Foreign Affairs
Morality and the Intervention in Syria
There are two distinct conversations going on about the legitimacy of the West's expected military campaign against Syrian president Bashar al-Assad. The first has to do with whether military action is an appropriate response to the wanton violation of a near-universally held norm — in this case, the taboo against the use of chemical weapons, which the Assad regime allegedly violated last week. The second centers on whether military action is an appropriate means for protecting civilian populations from atrocities (of whatever kind) committed by their governments. These conversations, although often conflated, have very little to do with one another, since each policy goal suggests a very different form of intervention.
Despite diplomatic rhetoric, the goal of upholding the chemical weapons taboo is not the same thing as the goal of protecting civilians. It has more to do with protecting aset of shared international understandings about the proper conduct of warfare. If the goal were really to protect civilians, the West would have intervened long ago: bombs and guns have killed far more civilians, at least as horribly, as last week's gas attack.
The Obama administration has already confirmed that its primary concern is with protecting the norm and punishing its violators. Given that goal, the appropriate course of action would be to, first, independently verify who violated it. The United States claims that it has "no doubt" that Syria was behind last week's chemical attack, but that remains an open question until the UN inspectors have completed their investigation. Second, the United States would have to consider a range of policy options for affirming, condemning, and lawfully punishing the perpetrator before resorting to force, particularly unlawful force. As Article36.org, a nongovernmental organization notes, these might include condemnation, an arms embargo, sanctions, or any of the other bilateral and multilateral measures that are typically used torespond to violations of weapons norms (and which might be at least as effective as air strikes, if not more so). Third, should the United States decide on military action, with or without a UN Security Council resolution, it would need to adhere to international norms regulating the use of specific weapons in combat.
It is thus worrying that the proposed military strikes against Syria rely on Tomahawk missiles, which are capable of carrying cluster munitions and which have been decried on humanitarian grounds by numerous governments and civil society groups. Equally alarming is that the planned strikes would likely involve the use ofexplosives in populated areas, which is in violation of emerging international concerns about such behavior. Although there is historical precedent for the legitimacy of violating the UN Charter in order to enforce global humanitarian norms, it would be seen as hypocritical to violate those very norms in the service of their affirmation.

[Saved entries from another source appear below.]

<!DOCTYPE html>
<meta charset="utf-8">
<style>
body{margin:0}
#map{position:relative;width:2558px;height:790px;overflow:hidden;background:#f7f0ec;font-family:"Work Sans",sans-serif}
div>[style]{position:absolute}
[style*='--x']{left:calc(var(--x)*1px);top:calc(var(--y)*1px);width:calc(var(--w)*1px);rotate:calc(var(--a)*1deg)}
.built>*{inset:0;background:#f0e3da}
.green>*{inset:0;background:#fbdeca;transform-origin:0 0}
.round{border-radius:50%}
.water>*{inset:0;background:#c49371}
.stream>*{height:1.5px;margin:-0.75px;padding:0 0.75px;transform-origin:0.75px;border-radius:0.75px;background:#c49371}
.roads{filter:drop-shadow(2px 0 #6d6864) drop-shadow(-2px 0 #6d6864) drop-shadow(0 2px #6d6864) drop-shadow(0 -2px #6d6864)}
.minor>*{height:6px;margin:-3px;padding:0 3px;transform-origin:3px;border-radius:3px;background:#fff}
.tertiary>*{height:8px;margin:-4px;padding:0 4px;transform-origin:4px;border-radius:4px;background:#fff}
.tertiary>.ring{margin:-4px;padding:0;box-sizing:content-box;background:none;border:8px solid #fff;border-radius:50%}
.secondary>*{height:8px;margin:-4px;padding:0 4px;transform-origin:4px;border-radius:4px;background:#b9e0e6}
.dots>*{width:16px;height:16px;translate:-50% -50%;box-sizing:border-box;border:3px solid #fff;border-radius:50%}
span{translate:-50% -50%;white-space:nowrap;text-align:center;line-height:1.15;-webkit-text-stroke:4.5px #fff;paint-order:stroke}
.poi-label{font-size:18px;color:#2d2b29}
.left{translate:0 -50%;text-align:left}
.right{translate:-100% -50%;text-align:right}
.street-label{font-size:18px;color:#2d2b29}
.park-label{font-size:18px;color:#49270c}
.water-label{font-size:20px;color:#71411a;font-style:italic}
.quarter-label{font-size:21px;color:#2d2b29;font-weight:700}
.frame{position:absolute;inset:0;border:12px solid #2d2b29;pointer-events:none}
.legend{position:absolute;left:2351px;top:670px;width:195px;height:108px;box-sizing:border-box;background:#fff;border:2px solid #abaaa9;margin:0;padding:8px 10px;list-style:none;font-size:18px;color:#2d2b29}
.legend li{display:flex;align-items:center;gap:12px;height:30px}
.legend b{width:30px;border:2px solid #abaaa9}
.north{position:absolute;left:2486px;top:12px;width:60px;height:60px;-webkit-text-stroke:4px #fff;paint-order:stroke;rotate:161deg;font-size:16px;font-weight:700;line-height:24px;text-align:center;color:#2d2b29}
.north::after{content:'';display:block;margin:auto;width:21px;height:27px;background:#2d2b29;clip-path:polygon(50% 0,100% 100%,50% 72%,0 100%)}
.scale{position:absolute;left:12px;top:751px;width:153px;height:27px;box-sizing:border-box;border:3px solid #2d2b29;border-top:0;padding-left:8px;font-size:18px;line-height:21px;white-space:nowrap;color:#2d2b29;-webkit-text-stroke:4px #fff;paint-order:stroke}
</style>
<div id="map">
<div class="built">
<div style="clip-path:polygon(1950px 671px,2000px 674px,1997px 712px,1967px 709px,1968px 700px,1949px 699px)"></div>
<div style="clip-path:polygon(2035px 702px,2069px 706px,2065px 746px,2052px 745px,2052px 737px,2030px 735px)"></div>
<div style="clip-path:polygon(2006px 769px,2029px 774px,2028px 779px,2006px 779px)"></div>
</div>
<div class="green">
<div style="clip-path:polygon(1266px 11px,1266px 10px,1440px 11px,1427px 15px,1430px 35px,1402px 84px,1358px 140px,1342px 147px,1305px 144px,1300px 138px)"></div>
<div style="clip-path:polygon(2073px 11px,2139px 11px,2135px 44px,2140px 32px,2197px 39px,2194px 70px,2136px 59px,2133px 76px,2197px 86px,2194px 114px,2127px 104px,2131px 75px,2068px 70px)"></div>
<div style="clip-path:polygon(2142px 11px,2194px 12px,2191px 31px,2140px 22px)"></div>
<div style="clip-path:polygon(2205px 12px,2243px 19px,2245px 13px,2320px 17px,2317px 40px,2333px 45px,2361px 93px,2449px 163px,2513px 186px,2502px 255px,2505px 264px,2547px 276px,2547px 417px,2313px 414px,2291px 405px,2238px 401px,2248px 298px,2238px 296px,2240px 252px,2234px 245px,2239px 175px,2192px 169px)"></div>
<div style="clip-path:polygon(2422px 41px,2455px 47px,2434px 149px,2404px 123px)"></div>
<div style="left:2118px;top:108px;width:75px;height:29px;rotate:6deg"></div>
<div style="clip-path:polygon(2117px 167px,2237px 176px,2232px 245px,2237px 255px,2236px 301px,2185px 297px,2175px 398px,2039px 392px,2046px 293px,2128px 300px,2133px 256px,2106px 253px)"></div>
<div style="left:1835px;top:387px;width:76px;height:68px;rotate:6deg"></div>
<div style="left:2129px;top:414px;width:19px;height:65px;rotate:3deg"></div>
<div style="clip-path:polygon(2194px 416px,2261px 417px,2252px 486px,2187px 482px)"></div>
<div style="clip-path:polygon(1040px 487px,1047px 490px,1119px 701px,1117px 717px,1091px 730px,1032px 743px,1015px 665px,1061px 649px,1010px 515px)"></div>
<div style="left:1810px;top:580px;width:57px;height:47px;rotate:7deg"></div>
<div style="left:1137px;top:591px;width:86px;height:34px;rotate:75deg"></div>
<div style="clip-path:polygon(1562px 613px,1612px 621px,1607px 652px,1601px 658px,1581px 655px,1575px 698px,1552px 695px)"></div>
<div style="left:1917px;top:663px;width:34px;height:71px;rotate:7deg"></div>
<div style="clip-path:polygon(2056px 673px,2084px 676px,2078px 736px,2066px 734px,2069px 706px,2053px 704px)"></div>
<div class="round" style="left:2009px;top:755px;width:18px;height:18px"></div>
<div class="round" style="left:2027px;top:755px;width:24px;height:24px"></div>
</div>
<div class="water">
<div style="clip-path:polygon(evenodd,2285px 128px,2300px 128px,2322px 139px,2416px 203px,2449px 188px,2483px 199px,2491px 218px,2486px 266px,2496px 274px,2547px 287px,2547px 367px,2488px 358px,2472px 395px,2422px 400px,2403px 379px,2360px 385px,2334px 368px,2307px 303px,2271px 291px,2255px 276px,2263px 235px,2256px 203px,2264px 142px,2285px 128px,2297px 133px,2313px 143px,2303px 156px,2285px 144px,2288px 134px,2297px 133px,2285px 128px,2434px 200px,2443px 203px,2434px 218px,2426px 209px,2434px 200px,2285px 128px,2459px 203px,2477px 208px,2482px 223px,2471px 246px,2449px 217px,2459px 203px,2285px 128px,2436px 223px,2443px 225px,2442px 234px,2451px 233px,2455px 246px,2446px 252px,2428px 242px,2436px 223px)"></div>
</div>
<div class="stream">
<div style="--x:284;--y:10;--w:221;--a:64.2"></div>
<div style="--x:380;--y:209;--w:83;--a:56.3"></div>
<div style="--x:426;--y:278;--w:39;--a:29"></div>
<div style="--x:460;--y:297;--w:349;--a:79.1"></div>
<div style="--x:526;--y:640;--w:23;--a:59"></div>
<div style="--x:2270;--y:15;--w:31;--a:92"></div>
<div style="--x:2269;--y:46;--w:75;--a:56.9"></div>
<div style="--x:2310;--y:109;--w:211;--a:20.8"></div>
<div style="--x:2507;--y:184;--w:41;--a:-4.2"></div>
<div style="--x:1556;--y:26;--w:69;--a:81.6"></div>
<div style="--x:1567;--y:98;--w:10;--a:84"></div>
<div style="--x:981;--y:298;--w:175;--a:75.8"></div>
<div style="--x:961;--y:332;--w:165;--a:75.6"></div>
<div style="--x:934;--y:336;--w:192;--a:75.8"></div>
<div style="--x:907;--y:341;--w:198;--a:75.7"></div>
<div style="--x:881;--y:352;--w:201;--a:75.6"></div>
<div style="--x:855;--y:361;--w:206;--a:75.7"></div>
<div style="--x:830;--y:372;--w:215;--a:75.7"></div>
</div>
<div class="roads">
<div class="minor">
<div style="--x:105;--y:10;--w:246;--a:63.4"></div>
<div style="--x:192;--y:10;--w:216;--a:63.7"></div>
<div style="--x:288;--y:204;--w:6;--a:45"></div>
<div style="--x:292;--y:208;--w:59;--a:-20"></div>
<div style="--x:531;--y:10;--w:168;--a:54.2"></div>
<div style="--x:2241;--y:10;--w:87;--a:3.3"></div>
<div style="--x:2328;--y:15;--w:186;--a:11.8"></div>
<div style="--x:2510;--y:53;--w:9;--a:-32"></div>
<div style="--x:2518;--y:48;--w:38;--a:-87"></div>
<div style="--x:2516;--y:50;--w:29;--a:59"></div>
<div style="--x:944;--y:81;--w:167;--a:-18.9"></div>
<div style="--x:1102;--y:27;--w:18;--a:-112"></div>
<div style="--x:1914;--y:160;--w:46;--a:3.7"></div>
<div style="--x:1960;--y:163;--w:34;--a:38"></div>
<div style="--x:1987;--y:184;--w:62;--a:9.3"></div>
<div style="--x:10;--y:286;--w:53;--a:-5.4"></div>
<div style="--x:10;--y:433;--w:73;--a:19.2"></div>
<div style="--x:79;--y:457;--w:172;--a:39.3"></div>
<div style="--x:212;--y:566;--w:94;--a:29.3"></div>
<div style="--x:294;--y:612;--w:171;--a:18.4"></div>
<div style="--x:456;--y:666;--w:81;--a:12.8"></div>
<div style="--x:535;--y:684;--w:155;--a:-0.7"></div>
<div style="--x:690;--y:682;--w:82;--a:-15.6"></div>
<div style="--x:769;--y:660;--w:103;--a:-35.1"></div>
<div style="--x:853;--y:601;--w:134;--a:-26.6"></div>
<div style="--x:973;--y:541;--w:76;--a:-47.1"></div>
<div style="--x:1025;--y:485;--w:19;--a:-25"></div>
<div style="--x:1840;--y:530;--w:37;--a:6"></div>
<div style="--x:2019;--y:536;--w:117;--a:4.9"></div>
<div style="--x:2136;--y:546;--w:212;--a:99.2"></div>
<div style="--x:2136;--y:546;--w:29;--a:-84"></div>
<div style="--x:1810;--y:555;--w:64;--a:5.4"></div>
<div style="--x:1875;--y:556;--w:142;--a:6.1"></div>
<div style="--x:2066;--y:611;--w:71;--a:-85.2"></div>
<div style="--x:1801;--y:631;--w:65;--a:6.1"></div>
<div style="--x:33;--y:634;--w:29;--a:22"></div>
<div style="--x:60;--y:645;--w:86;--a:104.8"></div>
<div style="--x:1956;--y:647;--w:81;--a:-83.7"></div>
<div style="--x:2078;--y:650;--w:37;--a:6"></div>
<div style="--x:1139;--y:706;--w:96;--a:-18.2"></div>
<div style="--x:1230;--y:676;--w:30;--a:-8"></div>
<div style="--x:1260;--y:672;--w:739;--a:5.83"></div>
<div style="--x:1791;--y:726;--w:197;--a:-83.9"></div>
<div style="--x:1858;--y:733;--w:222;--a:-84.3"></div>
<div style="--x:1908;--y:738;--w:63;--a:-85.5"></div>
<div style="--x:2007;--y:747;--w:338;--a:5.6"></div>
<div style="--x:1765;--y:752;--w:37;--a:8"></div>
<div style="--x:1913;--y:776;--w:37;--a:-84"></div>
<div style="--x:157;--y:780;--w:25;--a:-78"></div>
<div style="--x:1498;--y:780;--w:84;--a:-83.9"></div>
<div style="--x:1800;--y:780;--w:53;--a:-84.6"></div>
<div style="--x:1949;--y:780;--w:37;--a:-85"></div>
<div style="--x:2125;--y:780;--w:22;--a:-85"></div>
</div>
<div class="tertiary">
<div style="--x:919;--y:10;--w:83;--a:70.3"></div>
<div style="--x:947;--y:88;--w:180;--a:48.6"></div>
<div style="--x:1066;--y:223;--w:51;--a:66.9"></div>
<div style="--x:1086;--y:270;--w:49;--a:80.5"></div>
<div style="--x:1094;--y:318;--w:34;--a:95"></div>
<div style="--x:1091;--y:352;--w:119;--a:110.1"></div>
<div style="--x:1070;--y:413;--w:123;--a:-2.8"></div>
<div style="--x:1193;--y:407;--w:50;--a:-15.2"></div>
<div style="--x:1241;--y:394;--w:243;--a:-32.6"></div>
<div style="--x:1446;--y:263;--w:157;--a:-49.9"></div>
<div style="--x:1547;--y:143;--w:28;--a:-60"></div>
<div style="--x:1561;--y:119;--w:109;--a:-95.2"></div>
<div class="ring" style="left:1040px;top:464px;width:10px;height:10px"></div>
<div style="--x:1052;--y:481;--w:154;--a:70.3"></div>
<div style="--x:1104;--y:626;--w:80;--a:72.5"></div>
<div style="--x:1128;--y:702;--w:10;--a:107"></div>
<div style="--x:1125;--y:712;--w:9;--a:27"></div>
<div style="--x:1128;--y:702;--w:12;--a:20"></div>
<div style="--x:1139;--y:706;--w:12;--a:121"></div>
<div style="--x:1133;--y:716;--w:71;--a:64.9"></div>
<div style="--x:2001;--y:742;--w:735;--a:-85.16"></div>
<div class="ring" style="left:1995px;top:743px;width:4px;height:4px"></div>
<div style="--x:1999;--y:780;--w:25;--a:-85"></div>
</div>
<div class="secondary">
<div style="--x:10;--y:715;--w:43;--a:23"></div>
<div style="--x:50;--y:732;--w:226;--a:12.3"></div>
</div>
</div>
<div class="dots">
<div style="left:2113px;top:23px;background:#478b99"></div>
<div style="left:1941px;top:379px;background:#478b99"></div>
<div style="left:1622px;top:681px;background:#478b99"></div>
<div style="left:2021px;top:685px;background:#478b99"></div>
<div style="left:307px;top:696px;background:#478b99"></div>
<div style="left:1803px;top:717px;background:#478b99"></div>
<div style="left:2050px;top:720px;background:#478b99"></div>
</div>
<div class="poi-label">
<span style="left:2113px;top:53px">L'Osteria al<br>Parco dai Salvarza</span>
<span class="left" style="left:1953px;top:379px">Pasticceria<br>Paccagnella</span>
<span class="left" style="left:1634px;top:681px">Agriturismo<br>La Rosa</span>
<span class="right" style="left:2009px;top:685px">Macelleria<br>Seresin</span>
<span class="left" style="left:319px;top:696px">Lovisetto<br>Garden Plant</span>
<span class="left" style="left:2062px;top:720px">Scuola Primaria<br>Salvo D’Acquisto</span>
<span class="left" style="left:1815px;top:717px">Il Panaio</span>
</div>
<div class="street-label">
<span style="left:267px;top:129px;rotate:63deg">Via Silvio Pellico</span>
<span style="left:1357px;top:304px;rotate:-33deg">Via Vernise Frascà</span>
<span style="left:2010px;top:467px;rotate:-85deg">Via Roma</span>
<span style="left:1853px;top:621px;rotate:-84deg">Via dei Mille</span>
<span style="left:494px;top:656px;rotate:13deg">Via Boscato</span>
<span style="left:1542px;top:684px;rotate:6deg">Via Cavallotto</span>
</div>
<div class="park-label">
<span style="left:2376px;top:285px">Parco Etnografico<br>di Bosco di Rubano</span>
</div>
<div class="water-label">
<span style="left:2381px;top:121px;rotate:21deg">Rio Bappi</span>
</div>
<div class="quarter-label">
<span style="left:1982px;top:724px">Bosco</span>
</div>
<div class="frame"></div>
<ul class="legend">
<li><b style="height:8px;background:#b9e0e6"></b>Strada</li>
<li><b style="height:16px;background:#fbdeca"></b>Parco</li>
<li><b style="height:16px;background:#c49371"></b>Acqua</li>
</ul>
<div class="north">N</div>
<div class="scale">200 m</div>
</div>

Such strikes should not be confused with military action to protect civilians. Indeed, even a by-the-book strike meant to punish Syria for the use of WMD, although perhaps ethically justifiable as a way to affirm and promote politically important global norms, would look very different from a robust military intervention to protect Syrian civilians. In that case, R2P doctrine should come into play. Although the doctrine does sanction the otherwise unlawful use of force in certain grave circumstances — a threshold arguably met in Syria quite some time ago — it also treats military force as a last resort. And it requires states to consider both just cause in terms of civilians lost, not the type of weapon that killed them, and right authority. That means opting for multilateralism at minimum, which suggests that the United Kingdom's new statement in favor of unilateral intervention would not be consistent with R2P. Right intention also matters: the goal would have to be actually protecting civilians as far as possible within the bounds of international law, rather than maintaining credibility or protecting brute national interests.
Most importantly, R2P requires policymakers and military planners to weigh just cause against the question of whether there is a reasonable prospect of success at reducing civilian bloodshed, given the available resources and constraints, and to select the best type of intervention to meet the goals, which generally means a much longer commitment of blood and treasure than punitive air strikes. (During the intervention in Kosovo, to which the expected Syria intervention has been compared, Western powers sought not just to cripple Milosevic from the air, but also to end combat, negotiate a settlement, and insert ground troops under the mandate of a robust multi-national peacekeeping operation.) In certain scenarios, military strikes simply wouldn't pass these various tests. In cases in which forceful action would risk more civilian lives than it could save, continued diplomacy and non-coercive measures are more consistent with R2P.
It is a matter of argument whether that is the case here. Smart people have made the case for and against military intervention in Syria on humanitarian grounds. But the question of whether intervention — at this time, in this way, for this reason — will protect civilians in Syria is a very different question than whether punishment for violating the chemical weapons taboo is warranted. Since each policy goal suggests a different type of intervention, Western powers shouldn't try to have it both ways.